Give the number of lines below that contain the string "parkNames", and no other text.

(Stored items from a collection)
"""

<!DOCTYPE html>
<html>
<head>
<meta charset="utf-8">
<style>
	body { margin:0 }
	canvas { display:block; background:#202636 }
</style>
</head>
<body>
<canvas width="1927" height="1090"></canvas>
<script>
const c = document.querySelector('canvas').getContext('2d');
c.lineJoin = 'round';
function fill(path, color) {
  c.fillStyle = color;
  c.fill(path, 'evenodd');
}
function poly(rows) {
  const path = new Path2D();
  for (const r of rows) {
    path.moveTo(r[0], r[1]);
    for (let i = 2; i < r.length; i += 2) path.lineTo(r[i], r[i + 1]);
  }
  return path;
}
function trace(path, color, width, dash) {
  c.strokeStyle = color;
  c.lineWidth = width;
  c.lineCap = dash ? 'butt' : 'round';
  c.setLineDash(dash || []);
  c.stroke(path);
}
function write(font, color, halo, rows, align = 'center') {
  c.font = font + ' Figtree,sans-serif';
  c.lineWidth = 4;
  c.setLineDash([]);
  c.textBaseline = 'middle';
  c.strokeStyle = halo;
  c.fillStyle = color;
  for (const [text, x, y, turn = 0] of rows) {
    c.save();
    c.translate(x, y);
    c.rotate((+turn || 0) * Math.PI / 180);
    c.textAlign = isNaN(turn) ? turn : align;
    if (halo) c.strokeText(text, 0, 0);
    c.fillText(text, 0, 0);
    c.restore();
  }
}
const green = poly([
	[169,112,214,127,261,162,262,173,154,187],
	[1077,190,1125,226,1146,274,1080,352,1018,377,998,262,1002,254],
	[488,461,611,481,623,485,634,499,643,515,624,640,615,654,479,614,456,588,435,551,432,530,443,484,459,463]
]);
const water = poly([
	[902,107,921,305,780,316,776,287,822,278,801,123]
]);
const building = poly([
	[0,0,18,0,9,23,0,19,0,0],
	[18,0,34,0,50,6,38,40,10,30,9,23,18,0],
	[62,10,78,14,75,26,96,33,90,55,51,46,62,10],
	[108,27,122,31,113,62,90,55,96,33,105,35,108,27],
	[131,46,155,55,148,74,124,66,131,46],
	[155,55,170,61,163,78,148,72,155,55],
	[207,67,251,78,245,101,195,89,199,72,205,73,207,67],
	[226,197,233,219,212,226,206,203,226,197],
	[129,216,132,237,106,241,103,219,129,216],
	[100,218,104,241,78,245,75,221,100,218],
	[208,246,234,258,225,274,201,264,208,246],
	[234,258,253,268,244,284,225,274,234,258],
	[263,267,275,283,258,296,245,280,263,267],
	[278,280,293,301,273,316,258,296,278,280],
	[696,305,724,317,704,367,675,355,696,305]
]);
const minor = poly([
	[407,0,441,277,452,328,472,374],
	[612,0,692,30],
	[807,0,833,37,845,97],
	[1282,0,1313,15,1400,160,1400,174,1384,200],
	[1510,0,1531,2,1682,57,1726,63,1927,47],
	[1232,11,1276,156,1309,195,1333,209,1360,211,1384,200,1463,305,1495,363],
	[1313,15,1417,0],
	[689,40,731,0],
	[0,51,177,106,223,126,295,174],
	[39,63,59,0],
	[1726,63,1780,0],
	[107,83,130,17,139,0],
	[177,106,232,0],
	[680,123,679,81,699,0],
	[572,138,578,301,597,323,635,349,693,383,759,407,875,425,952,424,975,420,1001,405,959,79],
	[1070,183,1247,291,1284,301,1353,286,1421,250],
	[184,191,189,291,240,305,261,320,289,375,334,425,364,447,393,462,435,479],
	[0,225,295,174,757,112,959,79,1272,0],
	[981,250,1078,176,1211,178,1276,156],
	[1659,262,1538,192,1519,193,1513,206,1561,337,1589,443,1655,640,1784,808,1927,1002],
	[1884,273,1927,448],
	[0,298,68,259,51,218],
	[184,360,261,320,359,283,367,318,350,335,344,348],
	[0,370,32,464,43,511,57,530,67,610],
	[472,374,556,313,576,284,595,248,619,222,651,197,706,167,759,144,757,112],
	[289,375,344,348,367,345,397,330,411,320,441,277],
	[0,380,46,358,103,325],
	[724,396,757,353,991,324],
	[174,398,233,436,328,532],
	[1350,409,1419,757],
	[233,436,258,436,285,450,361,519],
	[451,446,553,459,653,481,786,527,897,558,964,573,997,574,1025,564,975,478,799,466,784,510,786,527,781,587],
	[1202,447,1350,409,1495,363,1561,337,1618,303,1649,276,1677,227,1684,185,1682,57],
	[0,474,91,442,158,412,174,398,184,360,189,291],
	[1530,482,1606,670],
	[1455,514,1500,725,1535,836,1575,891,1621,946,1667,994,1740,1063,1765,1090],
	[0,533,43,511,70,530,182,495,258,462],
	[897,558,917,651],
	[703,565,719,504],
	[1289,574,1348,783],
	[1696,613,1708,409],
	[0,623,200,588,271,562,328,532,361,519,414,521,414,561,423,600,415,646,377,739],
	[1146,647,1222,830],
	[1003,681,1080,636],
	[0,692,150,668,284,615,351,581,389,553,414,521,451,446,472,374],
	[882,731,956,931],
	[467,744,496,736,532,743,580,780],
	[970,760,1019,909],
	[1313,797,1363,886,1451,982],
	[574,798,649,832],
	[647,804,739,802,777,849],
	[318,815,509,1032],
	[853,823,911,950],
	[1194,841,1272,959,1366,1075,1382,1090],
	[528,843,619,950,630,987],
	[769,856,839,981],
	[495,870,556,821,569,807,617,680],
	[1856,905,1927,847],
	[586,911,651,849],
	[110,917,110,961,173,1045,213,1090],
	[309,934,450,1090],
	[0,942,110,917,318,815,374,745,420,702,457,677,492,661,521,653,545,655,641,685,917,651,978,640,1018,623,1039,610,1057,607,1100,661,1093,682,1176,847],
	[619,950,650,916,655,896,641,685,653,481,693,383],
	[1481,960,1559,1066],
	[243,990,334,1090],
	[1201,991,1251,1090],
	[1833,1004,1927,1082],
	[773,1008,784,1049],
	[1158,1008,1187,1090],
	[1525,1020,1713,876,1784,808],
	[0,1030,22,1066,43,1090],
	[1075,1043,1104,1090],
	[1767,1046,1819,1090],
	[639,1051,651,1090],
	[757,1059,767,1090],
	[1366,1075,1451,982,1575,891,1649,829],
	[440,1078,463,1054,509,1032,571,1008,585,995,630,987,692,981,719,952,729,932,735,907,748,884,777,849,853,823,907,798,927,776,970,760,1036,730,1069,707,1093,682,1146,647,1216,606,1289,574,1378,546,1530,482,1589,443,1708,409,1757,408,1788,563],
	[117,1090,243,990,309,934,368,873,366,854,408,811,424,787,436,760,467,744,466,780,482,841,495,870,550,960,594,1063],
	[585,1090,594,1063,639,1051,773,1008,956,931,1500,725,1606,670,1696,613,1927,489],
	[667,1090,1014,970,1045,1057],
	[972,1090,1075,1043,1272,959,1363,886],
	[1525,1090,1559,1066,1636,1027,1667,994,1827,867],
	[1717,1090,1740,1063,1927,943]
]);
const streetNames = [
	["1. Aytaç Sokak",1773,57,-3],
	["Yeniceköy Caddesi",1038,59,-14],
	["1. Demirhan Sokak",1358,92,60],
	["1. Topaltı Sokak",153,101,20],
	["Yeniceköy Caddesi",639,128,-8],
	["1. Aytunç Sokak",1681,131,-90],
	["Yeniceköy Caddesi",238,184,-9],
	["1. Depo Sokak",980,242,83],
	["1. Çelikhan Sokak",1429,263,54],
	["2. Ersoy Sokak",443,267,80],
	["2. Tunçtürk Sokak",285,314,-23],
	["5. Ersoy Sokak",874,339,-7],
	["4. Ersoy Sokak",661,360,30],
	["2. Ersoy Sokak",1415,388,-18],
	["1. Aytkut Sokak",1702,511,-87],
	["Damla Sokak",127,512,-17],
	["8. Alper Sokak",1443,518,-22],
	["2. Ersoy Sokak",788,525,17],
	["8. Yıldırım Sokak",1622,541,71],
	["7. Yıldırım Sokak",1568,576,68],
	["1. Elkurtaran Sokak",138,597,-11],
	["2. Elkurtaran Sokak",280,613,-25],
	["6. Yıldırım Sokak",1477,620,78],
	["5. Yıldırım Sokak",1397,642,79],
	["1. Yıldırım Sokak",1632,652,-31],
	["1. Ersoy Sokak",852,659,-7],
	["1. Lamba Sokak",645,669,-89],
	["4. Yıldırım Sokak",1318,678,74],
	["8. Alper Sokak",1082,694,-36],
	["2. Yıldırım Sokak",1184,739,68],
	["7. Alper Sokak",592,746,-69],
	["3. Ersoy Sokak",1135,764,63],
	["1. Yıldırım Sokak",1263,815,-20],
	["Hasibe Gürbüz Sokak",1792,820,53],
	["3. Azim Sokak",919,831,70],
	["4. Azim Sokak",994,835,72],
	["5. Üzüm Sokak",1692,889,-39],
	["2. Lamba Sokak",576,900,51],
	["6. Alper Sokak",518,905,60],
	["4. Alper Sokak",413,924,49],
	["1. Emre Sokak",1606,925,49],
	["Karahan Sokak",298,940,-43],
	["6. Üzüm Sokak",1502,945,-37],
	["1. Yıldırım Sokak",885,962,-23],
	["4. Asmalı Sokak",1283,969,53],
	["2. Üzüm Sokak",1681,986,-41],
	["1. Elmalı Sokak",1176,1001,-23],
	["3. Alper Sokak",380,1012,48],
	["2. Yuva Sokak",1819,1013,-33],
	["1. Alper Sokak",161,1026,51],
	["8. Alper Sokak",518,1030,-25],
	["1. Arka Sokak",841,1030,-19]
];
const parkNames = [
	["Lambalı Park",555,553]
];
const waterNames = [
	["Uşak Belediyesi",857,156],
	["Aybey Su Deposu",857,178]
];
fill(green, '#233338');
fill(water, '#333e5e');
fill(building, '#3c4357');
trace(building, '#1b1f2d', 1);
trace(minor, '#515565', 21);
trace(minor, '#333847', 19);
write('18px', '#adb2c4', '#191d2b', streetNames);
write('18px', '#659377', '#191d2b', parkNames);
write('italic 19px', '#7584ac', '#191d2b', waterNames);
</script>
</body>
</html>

"""

» Task output:
2